## Collected data entries
· · ·
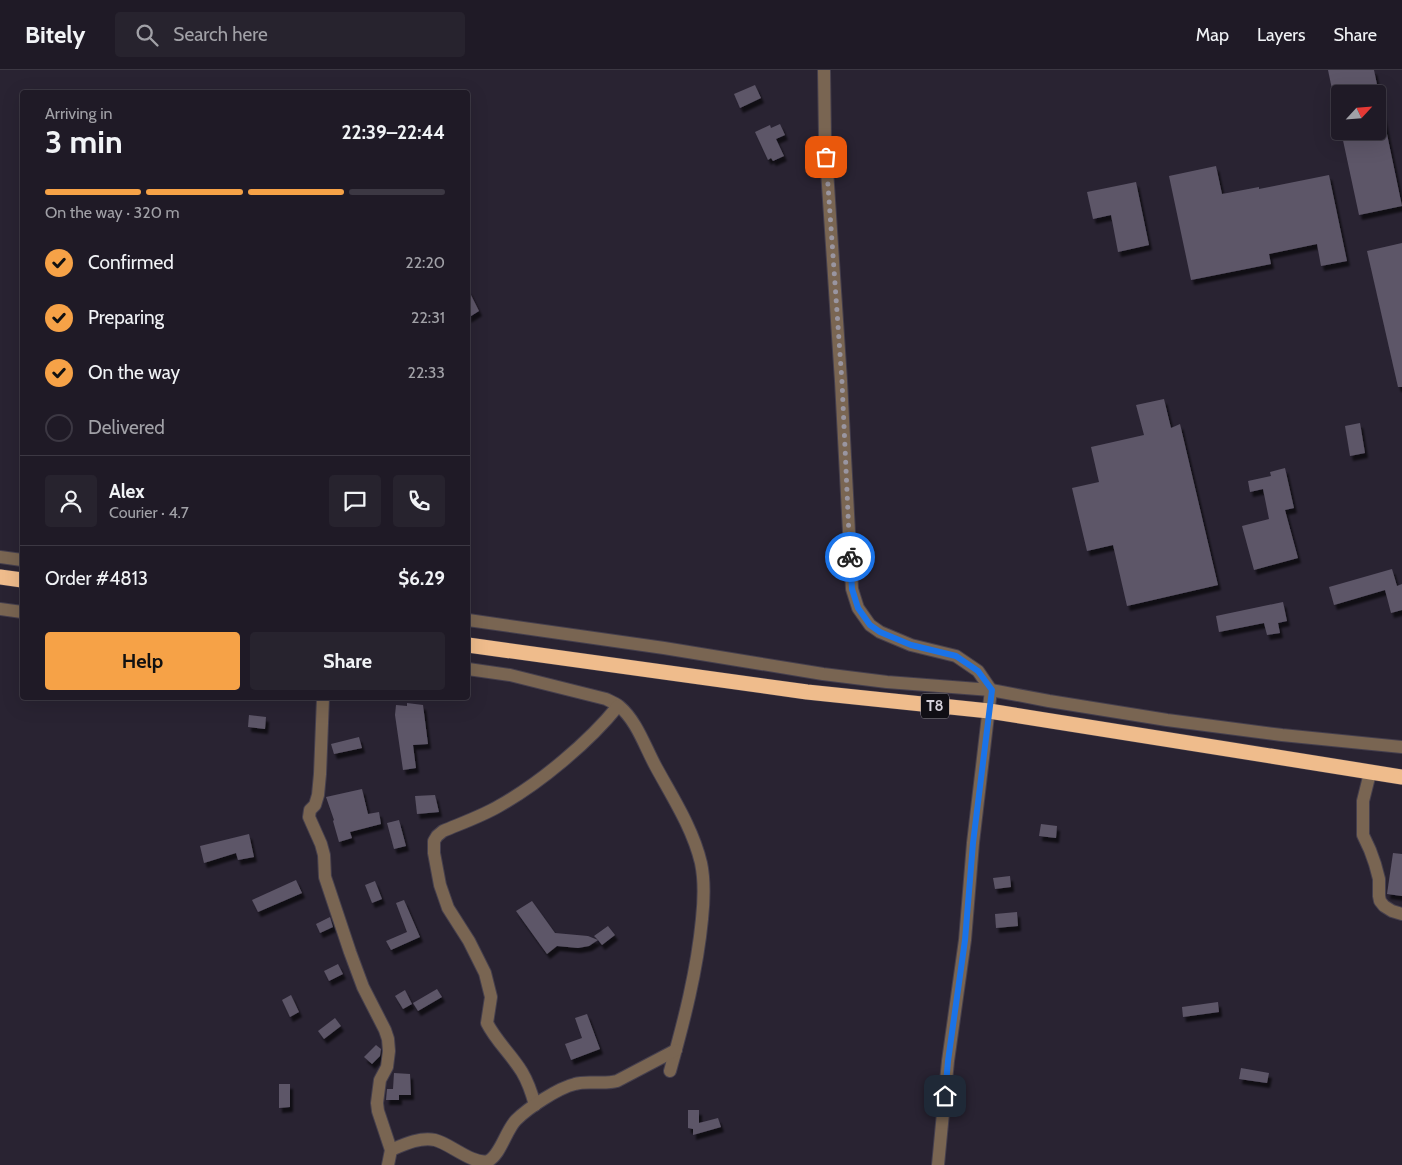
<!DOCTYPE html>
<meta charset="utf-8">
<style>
body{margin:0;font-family:Cabin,sans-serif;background:#27232e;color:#f1f3f6;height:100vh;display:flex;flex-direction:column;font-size:19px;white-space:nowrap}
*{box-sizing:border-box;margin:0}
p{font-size:16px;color:#a1a1a7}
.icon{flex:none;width:28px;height:28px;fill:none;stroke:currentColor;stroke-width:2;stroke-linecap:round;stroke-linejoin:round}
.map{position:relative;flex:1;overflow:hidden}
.side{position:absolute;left:20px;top:20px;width:450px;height:610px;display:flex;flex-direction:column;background:#1f1a26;border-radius:5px;box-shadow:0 5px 20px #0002,0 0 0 1px #3c3843}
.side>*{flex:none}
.needle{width:32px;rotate:64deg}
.buttons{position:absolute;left:1331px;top:15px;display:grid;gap:10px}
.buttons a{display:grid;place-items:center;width:55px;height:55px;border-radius:5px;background:#1f1a26;box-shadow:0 5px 20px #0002,0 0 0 1px #3c3843;font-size:25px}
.pin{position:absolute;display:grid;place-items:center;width:42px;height:42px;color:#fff;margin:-21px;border-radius:10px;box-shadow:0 2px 8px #0006}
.courier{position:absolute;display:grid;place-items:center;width:50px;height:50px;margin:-25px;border:4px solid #1a73e8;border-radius:50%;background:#fff;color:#222;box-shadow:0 1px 6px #0007}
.head em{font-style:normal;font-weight:700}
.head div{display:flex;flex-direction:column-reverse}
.head{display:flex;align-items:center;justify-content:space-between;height:85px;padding:0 25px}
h1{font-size:32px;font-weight:700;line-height:38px}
.bar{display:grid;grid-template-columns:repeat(4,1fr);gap:8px 5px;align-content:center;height:60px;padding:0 25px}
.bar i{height:6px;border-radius:4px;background:#3c3843}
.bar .active{background:#f6a247}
.bar p{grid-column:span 4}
.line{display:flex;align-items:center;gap:12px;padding:0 25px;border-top:1px solid #3c3843}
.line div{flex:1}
.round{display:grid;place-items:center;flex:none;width:52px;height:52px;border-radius:5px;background:#27232e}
ol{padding:0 25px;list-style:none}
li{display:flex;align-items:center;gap:15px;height:55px}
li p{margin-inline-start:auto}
li .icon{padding:5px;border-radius:50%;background:#f6a247;color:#111;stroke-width:4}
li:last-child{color:#a1a1a7}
li i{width:28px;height:28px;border:2px solid #3c3843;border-radius:50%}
.button{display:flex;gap:10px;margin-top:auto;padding:10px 25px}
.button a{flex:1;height:58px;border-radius:5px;background:#f6a247;color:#111;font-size:20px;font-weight:700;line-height:58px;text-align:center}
.button a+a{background:#27232e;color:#f1f3f6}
header{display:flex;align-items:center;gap:30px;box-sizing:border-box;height:70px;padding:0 25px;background:#1f1a26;border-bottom:1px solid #3c3843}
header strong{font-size:24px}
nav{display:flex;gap:28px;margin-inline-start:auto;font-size:18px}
.search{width:350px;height:45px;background:#27232e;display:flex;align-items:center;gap:12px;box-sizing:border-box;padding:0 18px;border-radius:5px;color:#a1a1a7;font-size:19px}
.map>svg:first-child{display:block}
</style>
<header>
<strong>Bitely</strong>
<div class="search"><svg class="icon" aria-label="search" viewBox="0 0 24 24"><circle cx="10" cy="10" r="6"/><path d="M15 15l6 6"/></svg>Search here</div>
<nav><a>Map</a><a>Layers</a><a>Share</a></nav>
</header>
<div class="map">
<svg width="1402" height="1095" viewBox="0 0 1402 1095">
<defs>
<filter id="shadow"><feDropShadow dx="3" dy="5" stdDeviation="1" flood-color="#0009"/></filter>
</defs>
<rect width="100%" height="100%" fill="#292332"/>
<!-- building -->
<g fill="#5d5668" filter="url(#shadow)">
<polygon points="1328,0 1374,0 1379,24 1333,24"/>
<polygon points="755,15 761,28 740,38 734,24"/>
<polygon points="1378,40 1382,40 1402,136 1359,145 1341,61 1378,61"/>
<polygon points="780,54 785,65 776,69 784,86 773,91 771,88 768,90 755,62 770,55 771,58"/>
<polygon points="1216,96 1222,124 1259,117 1259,119 1329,105 1347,191 1321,196 1317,174 1269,184 1271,194 1191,210 1169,106"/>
<polygon points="1136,112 1149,175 1118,182 1111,145 1093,149 1087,122"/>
<polygon points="1402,173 1402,317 1398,317 1367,181"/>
<polygon points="468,219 479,241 468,248"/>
<polygon points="1164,329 1171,358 1180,354 1218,515 1127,536 1113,475 1087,481 1072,418 1099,412 1091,377 1144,365 1136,335"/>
<polygon points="1360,353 1365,383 1350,386 1345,356"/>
<polygon points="1285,398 1294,438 1285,440 1298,488 1254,500 1242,456 1269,449 1263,419 1250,422 1248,411 1271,406 1270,402"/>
<polygon points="1392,499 1397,516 1402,514 1402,540 1391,543 1385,520 1334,535 1329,517"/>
<polygon points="1283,532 1287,551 1278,553 1280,563 1267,565 1264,553 1219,562 1216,546"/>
<polygon points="407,633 423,635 428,674 413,675 416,698 403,700 395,645 396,635 407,636"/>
<polygon points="249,645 266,647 265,659 248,657"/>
<polygon points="359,667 362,678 334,684 331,674"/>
<polygon points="362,719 368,744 379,742 381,754 350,762 352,768 339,772 333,751 334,750 326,727"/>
<polygon points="435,725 439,742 417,744 415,726"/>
<polygon points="399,750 406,776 394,779 387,753"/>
<polygon points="1041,754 1057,756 1056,768 1039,766"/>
<polygon points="249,764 254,787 238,790 236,783 204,793 200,776"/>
<polygon points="1393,783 1402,784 1402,826 1387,824"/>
<polygon points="1010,806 1011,817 995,819 993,808"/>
<polygon points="296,810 302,823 258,842 252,830"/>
<polygon points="375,811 382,829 372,833 365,815"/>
<polygon points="404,830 420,867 391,880 386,871 407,862 396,833"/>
<polygon points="532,831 555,863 588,866 598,870 594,866 608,856 615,865 602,875 598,870 589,876 578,878 557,876 547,884 516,841"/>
<polygon points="1017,842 1018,856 996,858 995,844"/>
<polygon points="330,847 333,857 320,863 316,854"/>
<polygon points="338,894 343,904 329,911 324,901"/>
<polygon points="437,919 442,927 418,941 413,933"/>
<polygon points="405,920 412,934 403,939 395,926"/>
<polygon points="291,925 299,942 290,947 282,930"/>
<polygon points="1218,932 1219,942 1183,947 1182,937"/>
<polygon points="587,944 600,979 571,990 565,974 582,968 575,948"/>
<polygon points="335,948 341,956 324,969 318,961"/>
<polygon points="376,975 381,979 380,986 372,994 364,987"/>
<polygon points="1241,998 1269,1003 1267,1013 1239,1009"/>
<polygon points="394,1003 410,1004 411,1025 399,1025 399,1030 386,1030 387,1019 393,1019"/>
<polygon points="279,1014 290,1014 290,1037 279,1038"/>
<polygon points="688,1040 699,1040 699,1053 718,1048 721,1057 693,1065 693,1059 688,1058"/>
</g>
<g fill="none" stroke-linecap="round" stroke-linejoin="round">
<defs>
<g id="minor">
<polyline points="824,0 825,70 841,311 852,519 858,538 870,555 880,562 911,575 956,586 978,601 991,620 973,773 965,870 948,991 938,1095"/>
<polyline points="0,487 22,490"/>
<polyline points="0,539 22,542"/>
<polyline points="468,550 664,578 823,604 887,612 991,620 1049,631 1167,650 1282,665 1402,677"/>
<path d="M 468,599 L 510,605 L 606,629 C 610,631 615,633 619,636 C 637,651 645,677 656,697 C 673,728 693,759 701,793 C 705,812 704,830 702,849 C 697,901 684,951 670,1001"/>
<polyline points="323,628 320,704 318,725 315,735 310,740 309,747 321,774 324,785 325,807 350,882 363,917 385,960 388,969 389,981 387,997 380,1010 377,1033 378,1041 391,1080 388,1095"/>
<polyline points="1370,703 1363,731 1363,765 1370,780 1375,794 1379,809 1379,826 1380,831 1384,836 1392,841 1402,844"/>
<path d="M 535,1035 C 532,1024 528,1012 522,1002 C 511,984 496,971 487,953 L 491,927 L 485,903 L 469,871 L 448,838 L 440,815 L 434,783 L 434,771 L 437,766 L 443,761 C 462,753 482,746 499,736 C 540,713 589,672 618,636"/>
<path d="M 391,1080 C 405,1074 420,1067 435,1070 C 449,1073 473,1095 488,1091 C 500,1086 506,1060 516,1050 C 528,1038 558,1018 575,1014 C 587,1010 603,1015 617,1011 L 676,980"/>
</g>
<g id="highway">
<polyline points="0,507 22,510"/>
<polyline points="468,575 807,622 989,641 1402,707"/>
</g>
</defs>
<!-- minor casing -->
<use href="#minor" stroke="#453f4d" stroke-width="14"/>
<!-- highway casing -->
<use href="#highway" stroke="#453f4d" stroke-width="16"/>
<!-- minor -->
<use href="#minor" stroke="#796552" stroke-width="12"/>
<!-- highway -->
<use href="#highway" stroke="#efbc8c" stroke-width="15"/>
</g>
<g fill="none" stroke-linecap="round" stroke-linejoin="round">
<!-- done -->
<polyline stroke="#9995a0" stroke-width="5" stroke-dasharray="0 9" points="826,87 842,312 850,487"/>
<!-- route -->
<polyline stroke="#1a73e8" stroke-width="6" points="850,487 852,519 858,538 870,555 880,562 911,575 956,586 978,601 992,620 973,773 965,870 948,991 945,1026"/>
</g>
<g text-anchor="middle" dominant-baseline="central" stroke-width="5" stroke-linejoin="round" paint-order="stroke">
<!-- shield labels -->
<rect fill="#100e14" stroke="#9b97a0" stroke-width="1" x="921" y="623.5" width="28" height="25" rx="4"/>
<g font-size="15" font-weight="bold" fill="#d6d2dc">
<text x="935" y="636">T8</text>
</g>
</g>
</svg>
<div class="buttons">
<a><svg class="needle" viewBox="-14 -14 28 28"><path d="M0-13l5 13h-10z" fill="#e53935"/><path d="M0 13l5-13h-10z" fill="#a1a1a7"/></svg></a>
</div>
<div class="pin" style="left:826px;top:87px;background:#ea580c"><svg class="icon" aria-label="bag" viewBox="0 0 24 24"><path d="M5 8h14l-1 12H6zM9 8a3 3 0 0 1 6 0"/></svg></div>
<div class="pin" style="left:945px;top:1026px;background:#1f2937"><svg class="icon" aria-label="home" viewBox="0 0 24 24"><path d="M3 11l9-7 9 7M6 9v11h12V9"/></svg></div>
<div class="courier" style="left:850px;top:487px"><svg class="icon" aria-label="bike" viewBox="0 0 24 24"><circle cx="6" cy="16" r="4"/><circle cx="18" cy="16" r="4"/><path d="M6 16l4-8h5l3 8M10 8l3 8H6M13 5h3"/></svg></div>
<section class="side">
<div class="head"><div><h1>3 min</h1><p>Arriving in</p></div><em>22:39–22:44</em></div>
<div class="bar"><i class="active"></i><i class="active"></i><i class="active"></i><i></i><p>On the way · 320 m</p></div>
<ol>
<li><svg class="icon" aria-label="check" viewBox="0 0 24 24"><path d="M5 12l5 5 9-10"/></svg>Confirmed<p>22:20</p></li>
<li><svg class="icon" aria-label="check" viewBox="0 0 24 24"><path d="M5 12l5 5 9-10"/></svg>Preparing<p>22:31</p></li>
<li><svg class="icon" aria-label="check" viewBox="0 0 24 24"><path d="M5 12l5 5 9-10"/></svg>On the way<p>22:33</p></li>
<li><i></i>Delivered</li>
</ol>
<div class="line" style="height:90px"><a class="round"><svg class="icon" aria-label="person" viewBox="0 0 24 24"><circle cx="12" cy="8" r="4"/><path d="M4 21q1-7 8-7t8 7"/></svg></a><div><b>Alex</b><p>Courier · 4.7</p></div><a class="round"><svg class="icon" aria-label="chat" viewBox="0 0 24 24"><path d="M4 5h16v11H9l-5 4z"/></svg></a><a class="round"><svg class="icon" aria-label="phone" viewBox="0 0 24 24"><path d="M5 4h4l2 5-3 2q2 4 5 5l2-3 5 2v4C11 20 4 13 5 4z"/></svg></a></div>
<div class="line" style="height:65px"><div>Order #4813</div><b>$6.29</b></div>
<div class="button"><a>Help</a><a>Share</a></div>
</section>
</div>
· · ·
## Work to complete
A single number is expected: how many lines in the entries contain "check".

## Answer for the task
3